Collected data entries
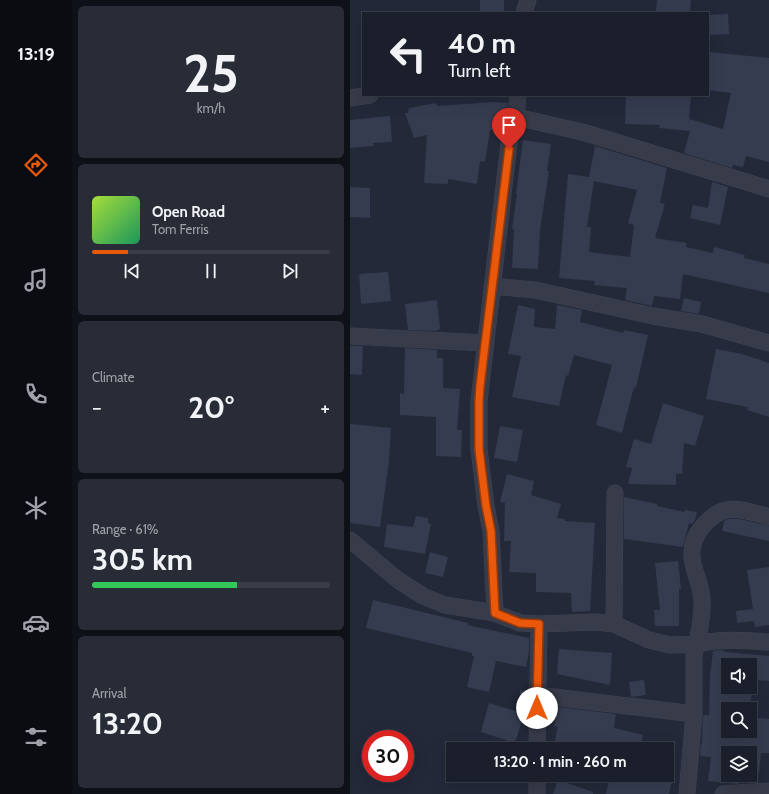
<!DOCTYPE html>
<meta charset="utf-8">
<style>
body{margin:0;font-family:Cabin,sans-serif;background:#272c37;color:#f1f3f6;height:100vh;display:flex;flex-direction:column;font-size:15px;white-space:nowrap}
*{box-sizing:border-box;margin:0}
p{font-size:13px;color:#9fa2a9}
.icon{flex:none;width:22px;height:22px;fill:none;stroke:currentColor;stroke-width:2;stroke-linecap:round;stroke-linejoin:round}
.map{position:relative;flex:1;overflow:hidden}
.sheet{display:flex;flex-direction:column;gap:6px;padding:6px;background:#0e1118;width:278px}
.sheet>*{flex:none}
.hud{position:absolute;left:12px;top:12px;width:347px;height:84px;border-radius:0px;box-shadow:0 4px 16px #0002,0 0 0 1px #383d47;background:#1a1f2b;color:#f1f3f6;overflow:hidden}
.controls{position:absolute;left:371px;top:658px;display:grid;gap:8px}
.controls a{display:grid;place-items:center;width:36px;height:36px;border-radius:0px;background:#1a1f2b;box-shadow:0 4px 16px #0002,0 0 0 1px #383d47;font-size:20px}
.speed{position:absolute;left:12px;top:730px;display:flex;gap:8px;font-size:20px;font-weight:700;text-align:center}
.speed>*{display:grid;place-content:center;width:52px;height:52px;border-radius:50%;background:#1a1f2b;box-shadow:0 4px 16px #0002,0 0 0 1px #383d47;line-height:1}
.speed .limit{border:6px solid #d22;background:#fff;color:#111}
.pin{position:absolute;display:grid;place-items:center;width:34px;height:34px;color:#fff;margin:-41px -17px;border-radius:50% 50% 50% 0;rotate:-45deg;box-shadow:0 0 4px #0007}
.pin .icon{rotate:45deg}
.me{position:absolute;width:44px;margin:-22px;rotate:0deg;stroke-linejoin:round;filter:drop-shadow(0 0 3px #0008)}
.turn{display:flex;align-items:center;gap:14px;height:84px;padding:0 20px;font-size:18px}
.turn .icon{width:52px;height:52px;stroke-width:2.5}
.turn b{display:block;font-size:28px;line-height:34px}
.big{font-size:30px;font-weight:800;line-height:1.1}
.sheet .card{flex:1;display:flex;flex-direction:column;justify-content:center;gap:6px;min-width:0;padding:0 14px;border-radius:6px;background:#272c37}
.sheet .dial{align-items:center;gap:0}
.dial b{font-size:52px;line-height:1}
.song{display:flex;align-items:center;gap:12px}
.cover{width:48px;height:48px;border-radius:6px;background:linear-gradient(135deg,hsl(80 70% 55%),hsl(150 70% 35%))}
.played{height:4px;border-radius:2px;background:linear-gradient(90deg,#ea580c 15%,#383d47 15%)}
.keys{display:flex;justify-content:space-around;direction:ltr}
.heat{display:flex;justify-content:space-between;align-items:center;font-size:22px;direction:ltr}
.charge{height:6px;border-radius:3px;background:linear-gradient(90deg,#34c759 61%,#383d47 0)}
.trip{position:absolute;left:96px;top:742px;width:228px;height:40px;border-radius:0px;background:#1a1f2b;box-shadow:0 4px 16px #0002,0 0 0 1px #383d47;font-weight:800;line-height:40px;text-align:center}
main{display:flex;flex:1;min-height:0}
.tabs{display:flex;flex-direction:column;width:72px;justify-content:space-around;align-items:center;background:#0a0c11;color:#9fa2a9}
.tabs .icon{width:28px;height:28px}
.tabs .on{color:#ea580c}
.tabs b{font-size:18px;color:#f1f3f6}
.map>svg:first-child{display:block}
.building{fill:#363c50;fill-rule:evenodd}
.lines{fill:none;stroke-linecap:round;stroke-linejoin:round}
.minor-casing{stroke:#404453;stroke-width:17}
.minor{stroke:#373b4a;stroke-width:16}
.route-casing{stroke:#983908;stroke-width:10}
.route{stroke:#ea580c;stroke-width:7}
</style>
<main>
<nav class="tabs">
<b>13:19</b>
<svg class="icon on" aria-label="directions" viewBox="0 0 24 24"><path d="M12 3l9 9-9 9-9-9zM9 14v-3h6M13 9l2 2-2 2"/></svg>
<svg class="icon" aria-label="music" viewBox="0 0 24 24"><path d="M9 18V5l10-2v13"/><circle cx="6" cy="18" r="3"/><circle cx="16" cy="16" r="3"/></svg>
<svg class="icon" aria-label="phone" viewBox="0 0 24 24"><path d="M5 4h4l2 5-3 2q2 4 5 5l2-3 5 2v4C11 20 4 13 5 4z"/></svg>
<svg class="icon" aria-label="climate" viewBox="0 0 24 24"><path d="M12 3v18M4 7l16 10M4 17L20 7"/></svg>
<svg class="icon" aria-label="car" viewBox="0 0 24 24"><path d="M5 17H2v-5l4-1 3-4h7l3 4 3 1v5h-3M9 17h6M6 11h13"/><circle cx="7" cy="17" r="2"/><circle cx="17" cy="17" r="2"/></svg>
<svg class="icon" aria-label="filters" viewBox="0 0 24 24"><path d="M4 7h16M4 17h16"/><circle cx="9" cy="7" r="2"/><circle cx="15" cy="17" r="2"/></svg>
</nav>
<section class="sheet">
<div class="card dial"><b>25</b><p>km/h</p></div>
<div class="card">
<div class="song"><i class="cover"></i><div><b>Open Road</b><p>Tom Ferris</p></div></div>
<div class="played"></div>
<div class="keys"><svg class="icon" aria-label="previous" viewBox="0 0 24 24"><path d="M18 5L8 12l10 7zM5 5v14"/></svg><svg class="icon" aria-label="pause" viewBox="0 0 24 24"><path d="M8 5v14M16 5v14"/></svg><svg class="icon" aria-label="next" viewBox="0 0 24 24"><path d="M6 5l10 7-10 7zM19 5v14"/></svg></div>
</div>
<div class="card"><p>Climate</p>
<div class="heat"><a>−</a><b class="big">20°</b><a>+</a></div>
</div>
<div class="card"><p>Range · 61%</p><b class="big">305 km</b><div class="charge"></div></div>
<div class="card"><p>Arrival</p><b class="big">13:20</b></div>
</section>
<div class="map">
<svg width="419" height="794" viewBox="0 0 419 794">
<rect width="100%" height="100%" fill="#232939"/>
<!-- building -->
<path class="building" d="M130 0H154V13H130Z
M307 0H341L340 13H306Z
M378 14 379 34 358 35V15Z
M358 52 419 58V162L396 156 393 167 383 165 382 168 334 153 340 131 309 128 310 125 275 124 276 95H341L339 119 373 129 381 93 358 90Z
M144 102 158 103 157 115 152 130H140L135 162 130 161 127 184 98 179V184L74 183 77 135 64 138 55 113H58L59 108 86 103 87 106Z
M40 116 42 142 23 143V146L0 148V120Z
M173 140 201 144 197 171H199L190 230 188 269 162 268 164 229H162L167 194H166Z
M245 146 317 168 310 203 315 204 305 238 337 243 336 247 363 253 364 247 395 255 394 258 419 264V293L333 274 330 299 304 296 302 306 275 300 277 288 244 285 245 281 209 278 218 174 239 177ZM244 181 287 190 278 223 284 225 280 257 239 252 241 227H237Z
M362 182 378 187 370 225 340 218 343 205 358 208Z
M0 187 20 188V218L0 217Z
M38 272 41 301 11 304 9 274Z
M334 298 351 302 349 314 331 311Z
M87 300 90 329 87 330V331L58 330 55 304Z
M168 305 185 309 184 327 205 329 207 305 232 310 230 322 273 333 274 330 298 335 286 388 284 387 272 433 246 425 262 365 224 355 218 376 216 375 209 406 162 397 171 356 158 354Z
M0 346H13L12 375 0 374Z
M55 348 87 350V358H93V388L110 389 107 430H112L111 457 86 456V417L50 415V393L54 394Z
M366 349 392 354 419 363V417L397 410 398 407 356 399Z
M313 403 354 416 345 446 334 443 332 474H326V485L278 484 282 468 276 467 284 439 301 444Z
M0 424 41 428 39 461 30 527 0 523Z
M150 426 173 430 167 462 144 458Z
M157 474 184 481 181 495 211 504 207 518 215 519V521L245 523 240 611 222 612 221 593 186 592V573L159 572 161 541H154L155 503 150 502Z
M274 497 307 504V506L334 512 335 510 347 512 345 520 342 524 339 523 333 547 274 539Z
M66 516 78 518V523L81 524 75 554 34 547 37 524 63 527Z
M378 519H390L419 526V541L372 531 374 521Z
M80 552 98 557 93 577 75 573Z
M328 561 331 589H329V626H305L304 610H310L305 563Z
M419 567V625L405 627 404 621 387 623 386 611 403 609 397 570Z
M23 600 118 623 117 625 179 638V652L176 667 146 661 139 692 117 687 124 656H122V653L16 628Z
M209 649 262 653 260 685 207 674Z
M371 650 375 651V652L419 656V681L403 680 400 709H378V731H400V717L419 719V753H411L409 773H400V753H378V775H389L388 784 358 781 361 757 350 756 351 744H352L353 715H359L360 675 363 651ZM378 665H400V687H378Z
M294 680 296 695 281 697 279 682Z
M170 690 178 691V703L169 702Z
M139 703 174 714 165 743 131 732Z
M208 707 266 714 264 728 293 735 290 749H278L258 744 257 749H203L208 727 204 726Z
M260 775H323L319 794H256Z
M208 780 243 792V794H203Z"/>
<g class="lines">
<!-- minor casing -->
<g class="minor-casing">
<path id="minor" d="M174 13 178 0
M0 98 20 95
M166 117 236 133 419 189
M142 286 185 290 303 316 352 324 419 343
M0 336 135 343
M0 540 48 580 73 596 95 605 145 613 170 623 189 624 246 622 264 624 299 640 320 645 347 644C349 630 353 615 352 601 352 585 343 571 342 557 341 545 345 535 353 526 374 501 391 509 419 517
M145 613 141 531 136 506 129 449V401L160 135 166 117 168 95
M264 624 265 493
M187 695 344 714
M187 749 189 624
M187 794V775
M337 794 344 714V654L347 644C371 638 395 641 419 642
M373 794 419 791"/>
</g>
<!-- minor -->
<use href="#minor" class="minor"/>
</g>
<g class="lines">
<!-- route casing -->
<g class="route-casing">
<path id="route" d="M159 149 130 386 129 401V449L136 506 141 531 145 613 170 623 189 624 187 708"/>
</g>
<!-- route -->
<use href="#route" class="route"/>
</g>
</svg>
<div class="controls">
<a><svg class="icon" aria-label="sound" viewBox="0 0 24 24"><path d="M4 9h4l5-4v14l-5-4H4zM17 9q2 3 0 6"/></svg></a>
<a><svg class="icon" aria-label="search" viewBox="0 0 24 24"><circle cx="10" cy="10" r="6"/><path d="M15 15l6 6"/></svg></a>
<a><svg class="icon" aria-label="layers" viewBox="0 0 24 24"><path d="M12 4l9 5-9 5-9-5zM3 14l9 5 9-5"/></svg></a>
</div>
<div class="speed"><div class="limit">30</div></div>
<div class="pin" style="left:159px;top:149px;background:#d93025"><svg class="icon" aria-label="arrive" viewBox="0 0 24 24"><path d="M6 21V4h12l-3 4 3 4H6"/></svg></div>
<svg class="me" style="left:187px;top:708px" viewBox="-20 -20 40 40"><circle r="19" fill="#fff"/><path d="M0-13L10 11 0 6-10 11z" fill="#ea580c"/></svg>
<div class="trip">13:20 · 1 min · 260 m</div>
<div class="hud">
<div class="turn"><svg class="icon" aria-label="left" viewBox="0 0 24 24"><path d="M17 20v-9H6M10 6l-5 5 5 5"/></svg><div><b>40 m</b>Turn left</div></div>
</div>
</div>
</main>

▶ THE TASK
Using the data above, extract exactly the lines from the one that holds "M168 305 185" to the one that holds "M166 117 236 133 419 189", both ends included, and no others.

▶ WRITTEN ANSWER
M168 305 185 309 184 327 205 329 207 305 232 310 230 322 273 333 274 330 298 335 286 388 284 387 272 433 246 425 262 365 224 355 218 376 216 375 209 406 162 397 171 356 158 354Z
M0 346H13L12 375 0 374Z
M55 348 87 350V358H93V388L110 389 107 430H112L111 457 86 456V417L50 415V393L54 394Z
M366 349 392 354 419 363V417L397 410 398 407 356 399Z
M313 403 354 416 345 446 334 443 332 474H326V485L278 484 282 468 276 467 284 439 301 444Z
M0 424 41 428 39 461 30 527 0 523Z
M150 426 173 430 167 462 144 458Z
M157 474 184 481 181 495 211 504 207 518 215 519V521L245 523 240 611 222 612 221 593 186 592V573L159 572 161 541H154L155 503 150 502Z
M274 497 307 504V506L334 512 335 510 347 512 345 520 342 524 339 523 333 547 274 539Z
M66 516 78 518V523L81 524 75 554 34 547 37 524 63 527Z
M378 519H390L419 526V541L372 531 374 521Z
M80 552 98 557 93 577 75 573Z
M328 561 331 589H329V626H305L304 610H310L305 563Z
M419 567V625L405 627 404 621 387 623 386 611 403 609 397 570Z
M23 600 118 623 117 625 179 638V652L176 667 146 661 139 692 117 687 124 656H122V653L16 628Z
M209 649 262 653 260 685 207 674Z
M371 650 375 651V652L419 656V681L403 680 400 709H378V731H400V717L419 719V753H411L409 773H400V753H378V775H389L388 784 358 781 361 757 350 756 351 744H352L353 715H359L360 675 363 651ZM378 665H400V687H378Z
M294 680 296 695 281 697 279 682Z
M170 690 178 691V703L169 702Z
M139 703 174 714 165 743 131 732Z
M208 707 266 714 264 728 293 735 290 749H278L258 744 257 749H203L208 727 204 726Z
M260 775H323L319 794H256Z
M208 780 243 792V794H203Z"/>
<g class="lines">
<!-- minor casing -->
<g class="minor-casing">
<path id="minor" d="M174 13 178 0
M0 98 20 95
M166 117 236 133 419 189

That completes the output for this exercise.